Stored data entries
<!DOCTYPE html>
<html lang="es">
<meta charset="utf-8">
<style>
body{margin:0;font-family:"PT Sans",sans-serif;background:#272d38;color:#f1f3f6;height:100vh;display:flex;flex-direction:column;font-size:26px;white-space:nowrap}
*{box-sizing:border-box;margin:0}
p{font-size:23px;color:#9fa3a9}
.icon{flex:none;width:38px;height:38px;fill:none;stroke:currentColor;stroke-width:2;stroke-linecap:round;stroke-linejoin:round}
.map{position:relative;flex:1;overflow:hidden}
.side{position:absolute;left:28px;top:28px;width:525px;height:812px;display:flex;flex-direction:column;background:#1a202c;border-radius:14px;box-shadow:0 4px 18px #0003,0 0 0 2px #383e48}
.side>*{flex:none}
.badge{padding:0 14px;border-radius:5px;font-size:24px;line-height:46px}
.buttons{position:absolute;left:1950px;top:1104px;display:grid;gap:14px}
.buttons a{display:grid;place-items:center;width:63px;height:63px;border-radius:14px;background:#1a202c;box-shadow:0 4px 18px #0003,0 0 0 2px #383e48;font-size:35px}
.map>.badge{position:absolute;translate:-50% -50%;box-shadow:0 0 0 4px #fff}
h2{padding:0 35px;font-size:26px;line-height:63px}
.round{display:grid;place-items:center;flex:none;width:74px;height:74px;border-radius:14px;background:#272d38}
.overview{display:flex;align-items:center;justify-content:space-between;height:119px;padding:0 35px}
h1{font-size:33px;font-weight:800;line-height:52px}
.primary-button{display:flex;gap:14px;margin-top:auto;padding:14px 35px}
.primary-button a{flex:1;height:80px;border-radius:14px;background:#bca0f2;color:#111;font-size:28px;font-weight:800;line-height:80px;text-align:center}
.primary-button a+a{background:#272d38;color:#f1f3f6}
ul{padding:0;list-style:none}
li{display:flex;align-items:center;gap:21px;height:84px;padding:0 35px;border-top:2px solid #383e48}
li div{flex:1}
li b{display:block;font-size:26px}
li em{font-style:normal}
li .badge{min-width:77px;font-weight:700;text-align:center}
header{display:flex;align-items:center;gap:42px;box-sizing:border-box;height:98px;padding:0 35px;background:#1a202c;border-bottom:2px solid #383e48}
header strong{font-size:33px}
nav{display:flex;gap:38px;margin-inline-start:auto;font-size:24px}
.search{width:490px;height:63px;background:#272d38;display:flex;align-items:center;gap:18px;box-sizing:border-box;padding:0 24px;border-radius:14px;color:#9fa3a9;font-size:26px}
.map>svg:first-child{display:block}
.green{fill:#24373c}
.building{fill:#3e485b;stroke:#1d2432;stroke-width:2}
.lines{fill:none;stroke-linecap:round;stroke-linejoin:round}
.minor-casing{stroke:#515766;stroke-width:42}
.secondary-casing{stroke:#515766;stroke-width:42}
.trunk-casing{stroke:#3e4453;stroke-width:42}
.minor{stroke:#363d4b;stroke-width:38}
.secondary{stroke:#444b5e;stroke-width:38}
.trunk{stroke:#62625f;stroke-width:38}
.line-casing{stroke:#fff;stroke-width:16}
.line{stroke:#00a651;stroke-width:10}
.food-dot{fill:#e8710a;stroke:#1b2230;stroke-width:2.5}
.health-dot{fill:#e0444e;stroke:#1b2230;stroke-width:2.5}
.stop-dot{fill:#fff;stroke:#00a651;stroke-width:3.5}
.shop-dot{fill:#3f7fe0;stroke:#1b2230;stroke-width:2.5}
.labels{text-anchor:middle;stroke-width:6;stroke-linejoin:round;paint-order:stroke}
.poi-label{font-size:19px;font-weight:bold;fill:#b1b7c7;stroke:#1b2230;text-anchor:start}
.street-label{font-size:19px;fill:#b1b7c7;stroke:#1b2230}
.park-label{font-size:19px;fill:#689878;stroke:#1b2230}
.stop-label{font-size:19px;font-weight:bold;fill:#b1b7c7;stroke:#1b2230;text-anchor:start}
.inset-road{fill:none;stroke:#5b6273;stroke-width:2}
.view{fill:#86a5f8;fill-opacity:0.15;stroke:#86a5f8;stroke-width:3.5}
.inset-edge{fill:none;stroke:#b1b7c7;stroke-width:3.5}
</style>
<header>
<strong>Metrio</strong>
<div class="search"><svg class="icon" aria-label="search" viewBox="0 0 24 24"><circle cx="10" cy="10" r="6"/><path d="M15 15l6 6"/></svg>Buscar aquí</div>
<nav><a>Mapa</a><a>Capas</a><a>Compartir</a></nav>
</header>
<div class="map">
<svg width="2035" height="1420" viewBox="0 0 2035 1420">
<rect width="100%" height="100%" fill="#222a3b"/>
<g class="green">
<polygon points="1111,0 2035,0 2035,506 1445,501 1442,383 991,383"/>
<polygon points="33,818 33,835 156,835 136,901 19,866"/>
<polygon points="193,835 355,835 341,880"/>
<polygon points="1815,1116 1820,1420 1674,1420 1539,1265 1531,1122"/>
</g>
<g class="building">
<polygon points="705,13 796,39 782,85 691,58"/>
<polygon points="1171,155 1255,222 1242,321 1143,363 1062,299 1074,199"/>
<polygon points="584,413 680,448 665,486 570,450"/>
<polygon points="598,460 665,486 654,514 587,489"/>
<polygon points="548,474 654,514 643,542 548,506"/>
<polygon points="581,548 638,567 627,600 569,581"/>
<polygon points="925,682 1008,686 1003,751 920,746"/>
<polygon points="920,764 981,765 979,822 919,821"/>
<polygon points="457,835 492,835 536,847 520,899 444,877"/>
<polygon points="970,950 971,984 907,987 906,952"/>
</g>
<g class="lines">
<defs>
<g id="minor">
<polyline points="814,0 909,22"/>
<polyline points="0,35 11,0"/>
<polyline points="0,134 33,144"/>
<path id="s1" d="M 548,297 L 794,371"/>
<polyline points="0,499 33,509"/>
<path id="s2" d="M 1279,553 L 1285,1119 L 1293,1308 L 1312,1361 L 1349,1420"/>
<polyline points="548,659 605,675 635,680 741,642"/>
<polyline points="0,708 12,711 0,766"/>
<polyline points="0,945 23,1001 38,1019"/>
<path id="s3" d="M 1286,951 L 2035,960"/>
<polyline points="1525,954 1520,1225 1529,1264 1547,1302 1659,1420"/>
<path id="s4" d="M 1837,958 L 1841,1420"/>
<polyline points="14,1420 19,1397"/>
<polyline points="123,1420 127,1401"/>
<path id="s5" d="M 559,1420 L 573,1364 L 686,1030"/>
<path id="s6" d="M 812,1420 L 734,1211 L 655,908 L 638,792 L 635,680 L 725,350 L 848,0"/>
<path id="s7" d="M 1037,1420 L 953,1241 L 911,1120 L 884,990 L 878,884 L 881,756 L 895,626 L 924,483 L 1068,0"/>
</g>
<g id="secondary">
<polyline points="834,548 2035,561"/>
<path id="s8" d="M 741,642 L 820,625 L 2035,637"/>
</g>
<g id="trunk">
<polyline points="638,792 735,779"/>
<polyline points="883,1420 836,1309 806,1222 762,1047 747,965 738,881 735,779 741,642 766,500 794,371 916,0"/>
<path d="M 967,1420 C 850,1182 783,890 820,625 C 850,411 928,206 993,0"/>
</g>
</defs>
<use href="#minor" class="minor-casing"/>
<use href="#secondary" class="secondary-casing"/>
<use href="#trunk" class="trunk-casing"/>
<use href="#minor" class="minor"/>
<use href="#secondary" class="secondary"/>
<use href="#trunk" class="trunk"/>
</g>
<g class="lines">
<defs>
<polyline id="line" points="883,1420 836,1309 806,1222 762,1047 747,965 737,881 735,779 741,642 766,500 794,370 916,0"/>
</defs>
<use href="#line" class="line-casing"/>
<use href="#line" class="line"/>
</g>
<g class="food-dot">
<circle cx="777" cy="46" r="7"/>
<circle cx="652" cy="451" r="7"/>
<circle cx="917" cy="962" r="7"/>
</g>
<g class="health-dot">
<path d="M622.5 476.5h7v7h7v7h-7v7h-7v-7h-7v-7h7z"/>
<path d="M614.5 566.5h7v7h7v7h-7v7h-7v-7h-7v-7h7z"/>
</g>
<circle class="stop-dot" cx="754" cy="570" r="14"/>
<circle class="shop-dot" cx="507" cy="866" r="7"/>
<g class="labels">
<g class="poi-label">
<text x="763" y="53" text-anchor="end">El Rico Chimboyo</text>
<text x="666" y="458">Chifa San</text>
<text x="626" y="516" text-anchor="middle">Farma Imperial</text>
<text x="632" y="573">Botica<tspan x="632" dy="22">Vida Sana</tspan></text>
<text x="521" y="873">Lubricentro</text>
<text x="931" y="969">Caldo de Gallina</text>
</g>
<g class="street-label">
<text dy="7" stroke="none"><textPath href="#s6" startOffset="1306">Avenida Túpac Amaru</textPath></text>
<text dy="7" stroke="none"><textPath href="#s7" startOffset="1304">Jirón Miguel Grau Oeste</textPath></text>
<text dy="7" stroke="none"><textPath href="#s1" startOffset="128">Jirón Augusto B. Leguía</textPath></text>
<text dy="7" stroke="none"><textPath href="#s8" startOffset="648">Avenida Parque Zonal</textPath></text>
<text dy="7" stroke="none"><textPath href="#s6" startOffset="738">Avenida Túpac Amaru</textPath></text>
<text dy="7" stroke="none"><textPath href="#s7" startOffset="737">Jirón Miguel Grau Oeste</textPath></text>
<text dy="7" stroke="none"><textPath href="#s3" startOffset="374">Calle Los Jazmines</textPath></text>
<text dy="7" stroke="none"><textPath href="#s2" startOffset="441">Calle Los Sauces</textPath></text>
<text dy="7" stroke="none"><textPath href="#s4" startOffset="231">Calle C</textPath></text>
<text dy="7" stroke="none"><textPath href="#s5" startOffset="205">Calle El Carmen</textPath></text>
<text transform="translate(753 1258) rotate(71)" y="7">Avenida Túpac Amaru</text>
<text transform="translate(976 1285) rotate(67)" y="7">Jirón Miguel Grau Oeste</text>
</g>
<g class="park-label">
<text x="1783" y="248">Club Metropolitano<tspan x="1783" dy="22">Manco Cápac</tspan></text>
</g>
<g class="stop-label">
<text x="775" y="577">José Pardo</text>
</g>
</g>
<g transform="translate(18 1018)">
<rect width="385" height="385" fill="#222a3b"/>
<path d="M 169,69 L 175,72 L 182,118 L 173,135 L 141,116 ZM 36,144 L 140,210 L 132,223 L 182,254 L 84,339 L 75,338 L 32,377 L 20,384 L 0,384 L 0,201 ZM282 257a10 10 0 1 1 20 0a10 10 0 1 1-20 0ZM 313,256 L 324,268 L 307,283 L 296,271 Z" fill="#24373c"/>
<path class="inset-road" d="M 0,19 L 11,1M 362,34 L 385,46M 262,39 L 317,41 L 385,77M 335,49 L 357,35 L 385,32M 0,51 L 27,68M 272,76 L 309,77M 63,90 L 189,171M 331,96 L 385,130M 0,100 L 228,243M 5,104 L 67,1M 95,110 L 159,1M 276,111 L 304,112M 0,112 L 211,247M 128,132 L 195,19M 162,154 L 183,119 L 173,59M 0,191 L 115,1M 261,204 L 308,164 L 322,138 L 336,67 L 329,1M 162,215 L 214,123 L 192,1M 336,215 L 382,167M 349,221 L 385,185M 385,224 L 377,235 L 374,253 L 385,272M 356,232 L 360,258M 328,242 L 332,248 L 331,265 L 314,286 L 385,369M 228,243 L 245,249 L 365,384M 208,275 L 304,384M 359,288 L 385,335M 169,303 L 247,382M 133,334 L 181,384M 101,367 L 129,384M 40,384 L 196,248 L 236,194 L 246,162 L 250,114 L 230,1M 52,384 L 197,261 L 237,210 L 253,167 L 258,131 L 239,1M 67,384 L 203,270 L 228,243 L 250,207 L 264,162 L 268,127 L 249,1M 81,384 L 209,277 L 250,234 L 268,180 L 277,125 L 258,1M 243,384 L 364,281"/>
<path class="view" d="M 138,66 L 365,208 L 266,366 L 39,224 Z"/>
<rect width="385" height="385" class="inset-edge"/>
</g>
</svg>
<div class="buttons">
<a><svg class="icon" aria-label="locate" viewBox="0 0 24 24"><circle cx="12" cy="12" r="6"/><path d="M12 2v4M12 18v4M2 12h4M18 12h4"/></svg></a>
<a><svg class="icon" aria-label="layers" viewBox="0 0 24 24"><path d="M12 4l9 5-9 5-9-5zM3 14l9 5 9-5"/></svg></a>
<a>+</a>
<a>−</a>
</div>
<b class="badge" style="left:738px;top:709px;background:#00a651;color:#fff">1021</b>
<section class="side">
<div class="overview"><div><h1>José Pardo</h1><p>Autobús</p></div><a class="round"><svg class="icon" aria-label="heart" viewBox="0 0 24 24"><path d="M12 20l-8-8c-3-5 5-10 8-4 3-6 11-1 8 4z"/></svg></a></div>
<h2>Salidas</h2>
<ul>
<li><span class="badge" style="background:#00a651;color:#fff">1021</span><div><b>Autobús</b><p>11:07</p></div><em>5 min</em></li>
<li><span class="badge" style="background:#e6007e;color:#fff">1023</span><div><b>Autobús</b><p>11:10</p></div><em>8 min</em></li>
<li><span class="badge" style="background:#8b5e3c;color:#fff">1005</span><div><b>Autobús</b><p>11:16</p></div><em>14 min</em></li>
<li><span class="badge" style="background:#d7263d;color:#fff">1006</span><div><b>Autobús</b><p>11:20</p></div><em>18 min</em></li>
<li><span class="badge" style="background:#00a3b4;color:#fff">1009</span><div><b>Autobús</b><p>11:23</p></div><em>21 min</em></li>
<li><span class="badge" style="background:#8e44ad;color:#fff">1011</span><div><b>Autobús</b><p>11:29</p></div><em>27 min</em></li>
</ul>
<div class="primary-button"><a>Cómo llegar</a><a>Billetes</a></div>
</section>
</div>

Exercise description: Every line that contains the string "primary" should be returned from the data.

Exercise response:
.primary-button{display:flex;gap:14px;margin-top:auto;padding:14px 35px}
.primary-button a{flex:1;height:80px;border-radius:14px;background:#bca0f2;color:#111;font-size:28px;font-weight:800;line-height:80px;text-align:center}
.primary-button a+a{background:#272d38;color:#f1f3f6}
<div class="primary-button"><a>Cómo llegar</a><a>Billetes</a></div>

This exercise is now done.